Thursday, February 28, 2008

TeliaSonera offers, yet again, to buy, split Lattelecom

TeliaSonera sent a letter to the Latvian government dated February 25 offering, yet again, to buy all remaining state shares in Lattelecom and mobile operator LMT for LVL 500 million, but promising to split the fixed network operator into a wholesale and a retail operation.
The wholesale operator would offer network services to all other operators, including LMT and the Lattelecom retailer, on equal terms under strict regulatory supervision. Telia, the Swedish unit of the group, earlier founded a seperate network wholesaler under the Skanova brand it used previously for selling such services.
The Swedish telecoms group apparently sweetened the deal in the letter by saying it would also base some of its research and development (R&D) operations in Latvia if the transaction went through. This blogger was allowed to read a copy of the letter by informed sources.
The letter, signed by Kenneth Karlberg, TeliaSonera's head of Mobility who has been conducting negotiations with the Latvian government for several years, also states that "selling our stake in Lattelecom is not a solution we prefer and if it is the only way we would appreciate your detailed suggestion on how such a transaction would be structured." This would be done in the context of getting 100 % control of Lattelecom, where TeliaSonera now directly or indirectly holds just over 60).
Karlberg also tries to sooth concerns by the Latvian government that ownership of both companies by TeliaSonera would dampen competition. "In all the markets where TeliaSonera is active, there is no evidence of lacking competition, " he writes, adding that telecommunications services prices offered by the Swedish group's subsidiaries were "among the lowest in Europe".
Lattelecom could be considered a company in crisis since its CEO, Nils Melngailis resigned under what was, in effect, political pressure. If acquired quickly by TeliaSonera, Lattelecom would probably get a new top manager appointed from Stockholm.

2 comments:

Anonymous said...

In all the markets where TeliaSonera is active, there is no evidence of lacking competition


IT'S IMPOSSIBLE TO FIND MORE CYNIC LIE THAN THIS ONE!!!
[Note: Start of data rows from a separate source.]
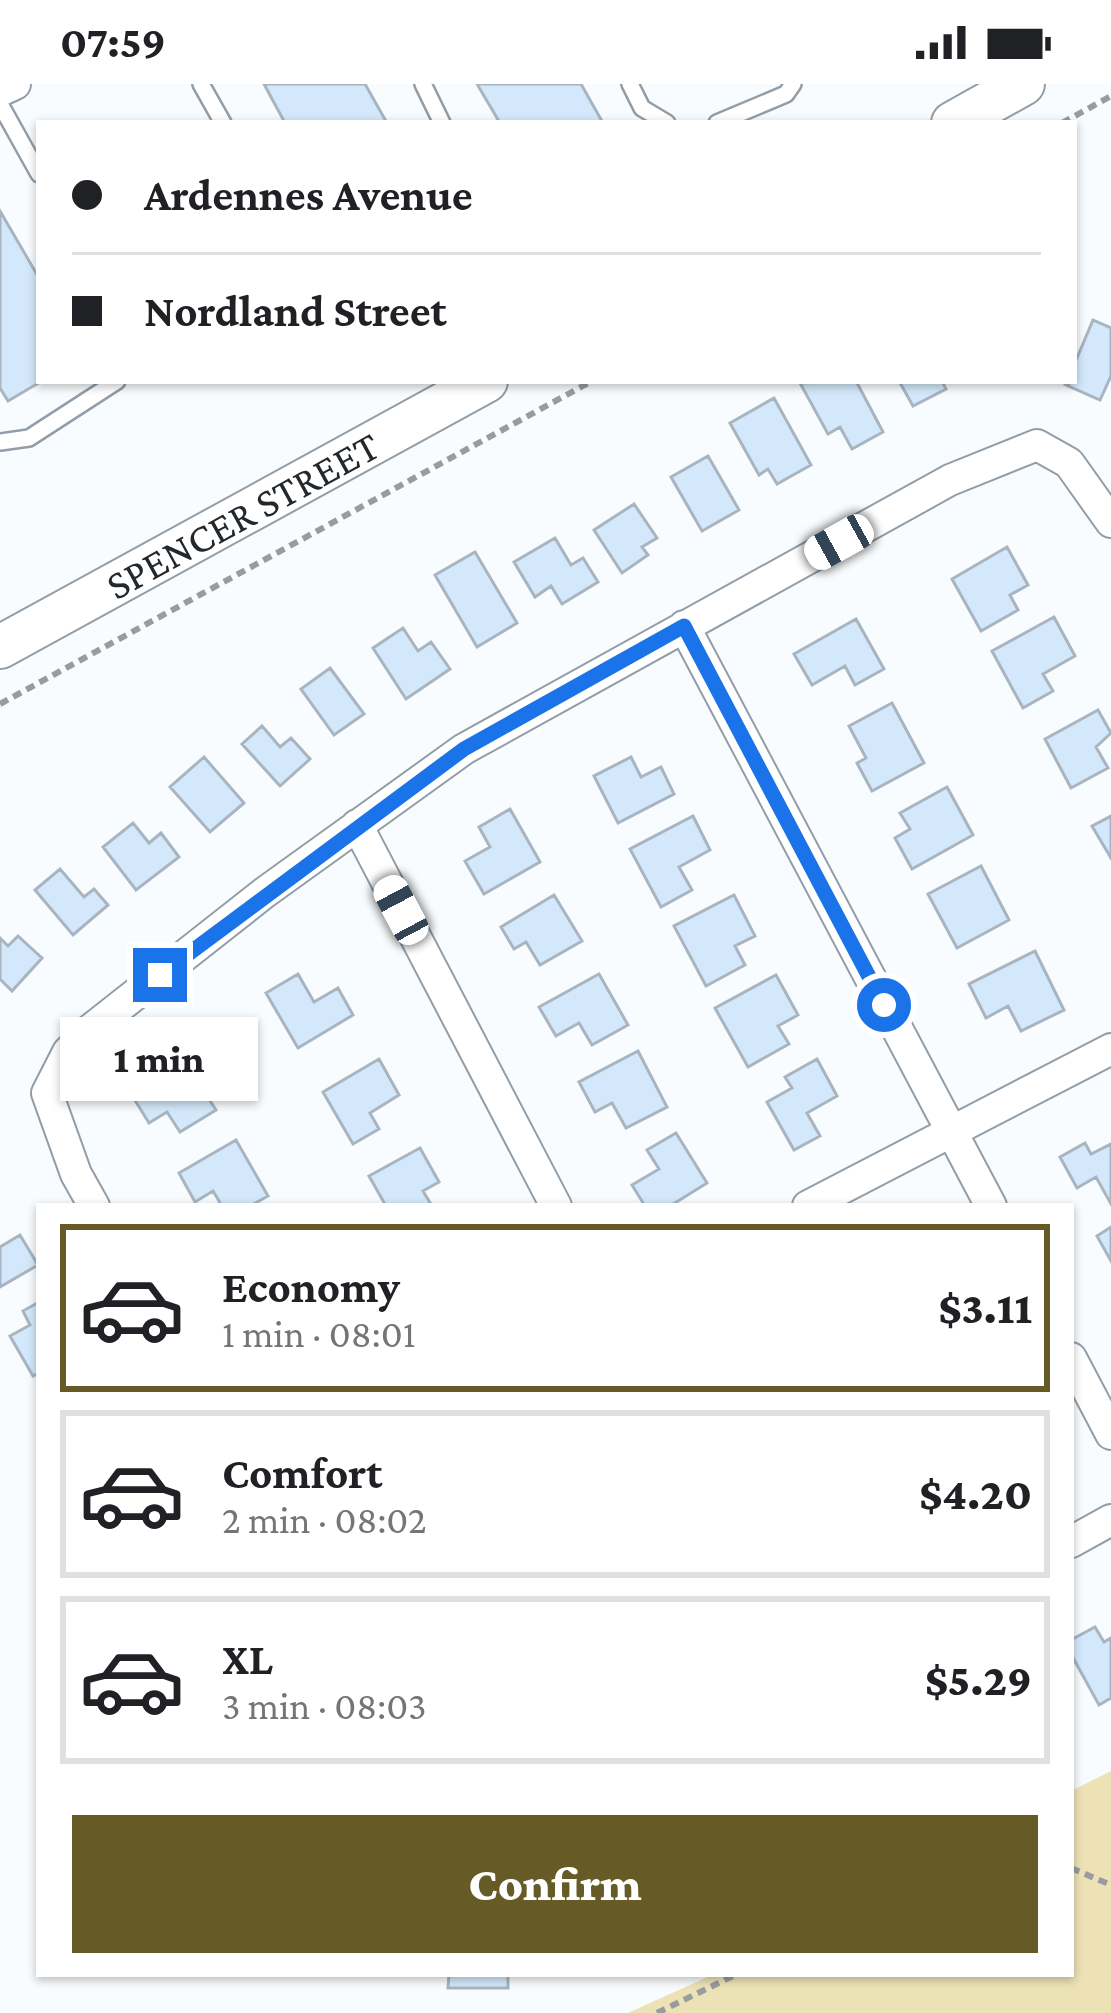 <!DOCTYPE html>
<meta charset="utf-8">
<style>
body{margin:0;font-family:"Crimson Pro",serif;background:#f2f2f2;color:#202124;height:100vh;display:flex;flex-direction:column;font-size:45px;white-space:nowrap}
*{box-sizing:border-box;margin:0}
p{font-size:39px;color:#757577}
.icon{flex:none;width:66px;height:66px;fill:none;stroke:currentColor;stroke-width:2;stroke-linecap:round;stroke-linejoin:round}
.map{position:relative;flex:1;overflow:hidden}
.drawer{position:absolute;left:36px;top:1119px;width:1038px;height:774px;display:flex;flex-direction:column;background:#fff;border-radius:0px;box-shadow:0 3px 9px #0004}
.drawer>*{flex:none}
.guide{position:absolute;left:36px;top:36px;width:1041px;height:264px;border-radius:0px;box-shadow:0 3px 9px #0004;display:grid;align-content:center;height:264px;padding:0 36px;background:#fff}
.end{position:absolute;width:54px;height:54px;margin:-27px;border:15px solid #1a73e8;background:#fff;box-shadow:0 0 0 6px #fff}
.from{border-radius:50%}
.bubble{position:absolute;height:84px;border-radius:0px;background:#fff;box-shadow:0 3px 9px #0004;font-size:39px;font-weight:800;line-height:84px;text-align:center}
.car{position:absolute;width:36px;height:72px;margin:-36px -18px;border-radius:15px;box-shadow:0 0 9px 3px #0007;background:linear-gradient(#fff 24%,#345 0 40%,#fff 0 76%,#345 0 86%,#fff 0)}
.guide b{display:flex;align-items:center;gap:42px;height:114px;font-size:45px}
.guide b+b{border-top:3px solid #e0e0e0}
.guide i{width:30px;height:30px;background:#202124}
ul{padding:21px 0 0;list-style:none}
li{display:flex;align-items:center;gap:36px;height:168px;margin:0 24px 18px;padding:0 12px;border:6px solid #e0e0e0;border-radius:0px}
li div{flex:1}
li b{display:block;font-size:45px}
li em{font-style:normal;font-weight:800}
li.on{border-color:#665a27}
li>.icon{width:108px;height:108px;stroke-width:1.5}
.action{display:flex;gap:24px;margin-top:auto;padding:24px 36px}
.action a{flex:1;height:138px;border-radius:0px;background:#665a27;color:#fff;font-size:48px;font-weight:800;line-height:138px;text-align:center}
.status{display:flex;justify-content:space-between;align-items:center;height:84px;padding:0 60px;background:#fff;direction:ltr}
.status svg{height:33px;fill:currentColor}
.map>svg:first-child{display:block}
</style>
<div class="status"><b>07:59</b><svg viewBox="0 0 49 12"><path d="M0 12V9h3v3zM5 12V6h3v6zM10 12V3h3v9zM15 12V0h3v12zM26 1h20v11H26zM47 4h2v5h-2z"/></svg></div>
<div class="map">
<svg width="1111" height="1929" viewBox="0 0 1111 1929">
<rect width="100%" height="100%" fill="#f9fcfe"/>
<path fill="#ede2b6" d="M1111 1687V1929H628L714 1890H1071V1707Z"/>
<path fill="#d3e9fb" stroke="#a8b5c0" stroke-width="3" d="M264 0H365L387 39H285Z
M477 0H581L603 39H500Z
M0 127 39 194 42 297 8 317 0 304Z
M1093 236 1111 244V292L1100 316 1066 301 1074 297V281Z
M856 297 883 348 852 365 840 343 828 350 800 299Z
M899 297H942L946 305 913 322Z
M774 314 811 381 777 400 768 385 759 391 730 339Z
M708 372 739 426 702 447 671 393Z
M634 420 657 454 642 463 648 471 622 489 594 446Z
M555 454 571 481 583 474 598 498 562 520 551 502 535 513 514 478Z
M1007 463 1028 501 1010 511 1018 526 981 547 952 495Z
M475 468 517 539 477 563 435 491Z
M1054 533 1075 572 1043 590 1053 607 1023 624 992 567Z
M856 535 884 585 855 601 845 582 812 601 794 570Z
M403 544 418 567 431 558 450 585 406 615 373 564Z
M330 584 364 630 334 651 301 605Z
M892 619 924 679 872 707 857 679 866 674 849 642Z
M1098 626 1111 649 1096 663 1108 684 1071 704 1045 655Z
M262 642 280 663 291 654 310 675 280 702 242 660Z
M204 673 244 719 210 748 170 703Z
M631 673 641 693 661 683 674 710 618 739 594 692Z
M947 703 973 751 912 785 895 754 910 745 900 729Z
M510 725 540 778 484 810 465 777 490 763 479 743Z
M693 732 710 766 679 783 692 806 661 823 630 765Z
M1111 732V774L1092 742Z
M133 739 149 759 161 749 179 773 136 806 103 763Z
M981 782 1009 836 957 864 928 810Z
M60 785 84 813 94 805 108 821 73 851 35 806Z
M554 811 582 857 540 881 526 858 514 865 501 843Z
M734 811 755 852 735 862 745 881 706 902 674 842Z
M18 852 42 874 12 907 0 895V854L8 862Z
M1035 867 1064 926 1021 947 1008 922 986 934 969 900Z
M298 890 314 918 338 904 353 931 298 964 266 909Z
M599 890 628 941 592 961 579 939 556 952 539 923Z
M776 891 798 931 778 942 789 960 748 983 715 924Z
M638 967 667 1023 626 1044 612 1019 595 1028 579 998Z
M379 975 399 1011 370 1029 379 1045 353 1060 323 1008Z
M817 975 837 1012 807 1029 820 1052 794 1066 767 1018 792 1004 785 993Z
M189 984 216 1026 180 1048 167 1028 149 1039 128 1005 150 991 159 1004Z
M676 1049 707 1099 670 1122H645L632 1101 659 1085 647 1066Z
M236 1056 268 1112 250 1122H222L213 1107 195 1118 179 1089Z
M1085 1059 1091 1070 1111 1060V1120L1096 1093 1077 1104 1060 1073Z
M420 1064 439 1098 423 1107 432 1122H386L369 1092Z
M1111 1143V1177L1097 1152Z
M20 1151 38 1181 0 1203V1163Z
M39 1218V1289L33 1292 10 1252 30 1241 23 1227Z
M1095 1543 1104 1558 1111 1554V1614L1099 1621 1071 1570V1556Z
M449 1890H508V1904H448Z"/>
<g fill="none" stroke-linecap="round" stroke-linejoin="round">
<g stroke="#919ea9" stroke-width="20">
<path id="lane" d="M201 0 223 39
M423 0 442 39
M630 0 642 24 667 39
M0 20 39 90
M717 39 786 10 793 0
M0 358 29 354 117 297"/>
</g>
<g stroke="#919ea9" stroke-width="34">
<path id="street" d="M0 7 15 0
M684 542 991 1122
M357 741 556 1122
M94 1122 76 1090 47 1009 68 968 90 946 264 809 464 665 950 396 1037 361 1069 379 1111 438
M808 1122 1111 965
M1071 1274 1111 1350
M1071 1458 1111 1436"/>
</g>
<g stroke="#919ea9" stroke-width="46">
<g id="secondary">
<path d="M953 39 1023 0"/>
<path id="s1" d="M0 563 486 297"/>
</g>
</g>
<path stroke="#989c9f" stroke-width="6" stroke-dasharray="9 6" stroke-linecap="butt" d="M1062 39 1111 12
M0 620 592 297
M1071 1784 1111 1801
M657 1929 737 1890"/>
<use href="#lane" stroke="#fff" stroke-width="15"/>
<use href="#street" stroke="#fff" stroke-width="30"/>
<use href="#secondary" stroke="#fff" stroke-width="42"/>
</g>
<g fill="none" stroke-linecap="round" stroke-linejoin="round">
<path stroke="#1a73e8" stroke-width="15" d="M160 891 464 665 684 542 884 921"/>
</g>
<g text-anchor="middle" stroke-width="9" stroke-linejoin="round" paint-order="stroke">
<g font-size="42" fill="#23282c" stroke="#fff">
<text dy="15" stroke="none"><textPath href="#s1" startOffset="276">SPENCER STREET</textPath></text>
</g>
</g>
</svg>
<i class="end from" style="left:884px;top:921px"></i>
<i class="end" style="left:160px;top:891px"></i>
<div class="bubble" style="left:60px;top:933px;width:198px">1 min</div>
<i class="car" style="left:839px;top:458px;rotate:241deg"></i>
<i class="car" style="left:401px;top:826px;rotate:332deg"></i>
<div class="guide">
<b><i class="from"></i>Ardennes Avenue</b>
<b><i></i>Nordland Street</b>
</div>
<section class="drawer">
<ul>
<li class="on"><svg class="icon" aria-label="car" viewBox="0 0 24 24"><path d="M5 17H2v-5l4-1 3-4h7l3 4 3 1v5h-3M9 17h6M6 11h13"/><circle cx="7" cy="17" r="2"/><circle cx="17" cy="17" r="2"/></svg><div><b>Economy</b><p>1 min · 08:01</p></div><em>$3.11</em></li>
<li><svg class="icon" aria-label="car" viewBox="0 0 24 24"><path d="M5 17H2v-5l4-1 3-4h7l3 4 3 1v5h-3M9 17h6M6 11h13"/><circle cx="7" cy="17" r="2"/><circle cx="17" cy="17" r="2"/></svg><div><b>Comfort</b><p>2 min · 08:02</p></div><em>$4.20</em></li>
<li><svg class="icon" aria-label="car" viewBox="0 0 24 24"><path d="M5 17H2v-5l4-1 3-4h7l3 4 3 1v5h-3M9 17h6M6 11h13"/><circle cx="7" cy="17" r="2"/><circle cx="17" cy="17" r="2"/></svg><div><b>XL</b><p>3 min · 08:03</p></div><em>$5.29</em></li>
</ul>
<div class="action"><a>Confirm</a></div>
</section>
</div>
TeliaSonera is acting like real Mafia group partnering with local politicians and controlling government bodies is the foundation of their business practice.

Within past 6-8 months TeliaSonera demonstrated that they will not recognize nor respect any local law that create barriers for their dirty corrupted business. Their God is PROFIT.

If you wish detailed information how this TeliaSonera controlled corruption network works please send us your email: info@dbs.lt

Bleveland said...

Well, there this alias "verslo tinklas" again. Enough sould once be enough. Repeatedly Telia-Sonera has been accused of corruption without even a sign of something that comes close to evidence. This is nothing else than a personal vendetta against Telia-Sonera by -my guess- a loser that lost it all and now blames Telia-Sonera for that.

I am very interested to hear more about Telia-Sonera's business methods in details, but then with substantial evidence that can be verified. You bet their god is profit! Would anyone expect them to be a philanthropic institution that -just for instance- helps Lithuanian losers to survive in the big-big world? No way. Telia-Sonera for sure wants to dominate and dictate the market they are acting on. That is what business is about. Sometimes sad, but often true.

I have to admit that the competition thing in Karlbergs letter therefor is really funny. Here in Sweden their prices are definitely not among "the lowest in Europe" and the one market they really tried to be the cheapest ended in a total disaster (their mobile adventure in Denmark). So, no, I don't think Karlberg did himself or Telia-Sonera a favor by addressing the competition subject. No one believes it and anyone can figure out that they want both Lattelecom and LMT because of their rather dominating position(s) on the Latvian telecom market.

Besides, Karlberg should also have understood that low prices will scare latvian politicians. Give it a second thought, less profit potentially means a lower or even non-existing budget for bribing. Knowing that with a couple of Lembergs stipendiums in their back pockets there should be no risk for Lattelecom ending up as a part of Telia-Sonera (nor is their a risk that this would happen to LMT).